• **Collected data**:
○ ○ ○

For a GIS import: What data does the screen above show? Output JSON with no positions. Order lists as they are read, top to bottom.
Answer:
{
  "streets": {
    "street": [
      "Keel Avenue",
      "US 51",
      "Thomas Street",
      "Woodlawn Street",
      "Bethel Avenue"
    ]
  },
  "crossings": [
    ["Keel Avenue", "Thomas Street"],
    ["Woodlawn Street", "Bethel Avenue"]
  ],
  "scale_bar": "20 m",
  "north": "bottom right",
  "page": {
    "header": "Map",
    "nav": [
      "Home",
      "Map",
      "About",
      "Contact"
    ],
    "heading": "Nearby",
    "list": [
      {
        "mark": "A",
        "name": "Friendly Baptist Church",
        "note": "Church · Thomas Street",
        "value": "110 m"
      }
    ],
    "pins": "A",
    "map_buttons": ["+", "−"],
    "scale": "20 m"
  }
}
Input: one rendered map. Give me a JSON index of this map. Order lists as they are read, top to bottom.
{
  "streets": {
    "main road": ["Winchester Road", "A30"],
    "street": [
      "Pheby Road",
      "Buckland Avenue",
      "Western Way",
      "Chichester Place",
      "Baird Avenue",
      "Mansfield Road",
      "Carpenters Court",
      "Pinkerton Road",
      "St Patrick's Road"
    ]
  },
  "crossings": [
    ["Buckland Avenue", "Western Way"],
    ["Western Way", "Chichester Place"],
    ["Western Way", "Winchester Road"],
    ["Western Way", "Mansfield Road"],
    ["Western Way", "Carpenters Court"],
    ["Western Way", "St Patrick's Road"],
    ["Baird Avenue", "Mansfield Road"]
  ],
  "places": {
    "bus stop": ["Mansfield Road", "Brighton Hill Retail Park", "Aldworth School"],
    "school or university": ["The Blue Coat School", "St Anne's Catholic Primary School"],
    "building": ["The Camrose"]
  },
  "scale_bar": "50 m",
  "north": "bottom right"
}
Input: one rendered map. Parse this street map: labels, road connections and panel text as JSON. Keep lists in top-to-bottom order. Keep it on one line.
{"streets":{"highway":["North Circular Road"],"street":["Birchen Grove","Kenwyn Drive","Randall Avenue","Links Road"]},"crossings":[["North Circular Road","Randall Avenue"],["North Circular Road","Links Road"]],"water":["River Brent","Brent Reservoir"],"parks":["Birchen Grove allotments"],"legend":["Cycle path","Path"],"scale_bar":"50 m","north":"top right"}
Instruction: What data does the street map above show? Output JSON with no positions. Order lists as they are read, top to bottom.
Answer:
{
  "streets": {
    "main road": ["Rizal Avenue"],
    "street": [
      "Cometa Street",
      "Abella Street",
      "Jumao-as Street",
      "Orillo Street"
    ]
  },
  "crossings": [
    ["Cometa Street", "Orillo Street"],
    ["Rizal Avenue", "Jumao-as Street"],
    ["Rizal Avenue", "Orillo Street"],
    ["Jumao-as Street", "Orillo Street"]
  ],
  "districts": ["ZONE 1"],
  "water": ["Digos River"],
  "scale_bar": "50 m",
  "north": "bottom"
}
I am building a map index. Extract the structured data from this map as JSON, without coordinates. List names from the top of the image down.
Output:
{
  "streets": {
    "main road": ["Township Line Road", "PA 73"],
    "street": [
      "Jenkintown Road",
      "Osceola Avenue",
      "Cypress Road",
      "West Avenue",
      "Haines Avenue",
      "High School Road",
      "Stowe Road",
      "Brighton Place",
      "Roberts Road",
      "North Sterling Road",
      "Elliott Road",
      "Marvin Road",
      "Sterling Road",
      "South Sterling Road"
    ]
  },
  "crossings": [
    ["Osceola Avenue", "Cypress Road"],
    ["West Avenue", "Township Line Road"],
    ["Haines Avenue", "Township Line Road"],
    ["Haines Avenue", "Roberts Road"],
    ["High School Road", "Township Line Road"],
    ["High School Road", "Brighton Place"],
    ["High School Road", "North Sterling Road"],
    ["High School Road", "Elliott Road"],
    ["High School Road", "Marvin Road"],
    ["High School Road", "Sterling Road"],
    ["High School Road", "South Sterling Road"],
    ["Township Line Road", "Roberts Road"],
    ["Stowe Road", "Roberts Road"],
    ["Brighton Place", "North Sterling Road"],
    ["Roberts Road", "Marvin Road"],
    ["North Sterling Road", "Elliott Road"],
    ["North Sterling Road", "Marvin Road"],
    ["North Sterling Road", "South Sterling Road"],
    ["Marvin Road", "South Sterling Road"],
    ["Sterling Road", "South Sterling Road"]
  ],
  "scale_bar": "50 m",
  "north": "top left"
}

○ ○ ○

• **Task to complete**: Find all lines in the records that hold the word "show". Copy them.

• **Answer area**:
For a GIS import: What data does the screen above show? Output JSON with no positions. Order lists as they are read, top to bottom.
Instruction: What data does the street map above show? Output JSON with no positions. Order lists as they are read, top to bottom.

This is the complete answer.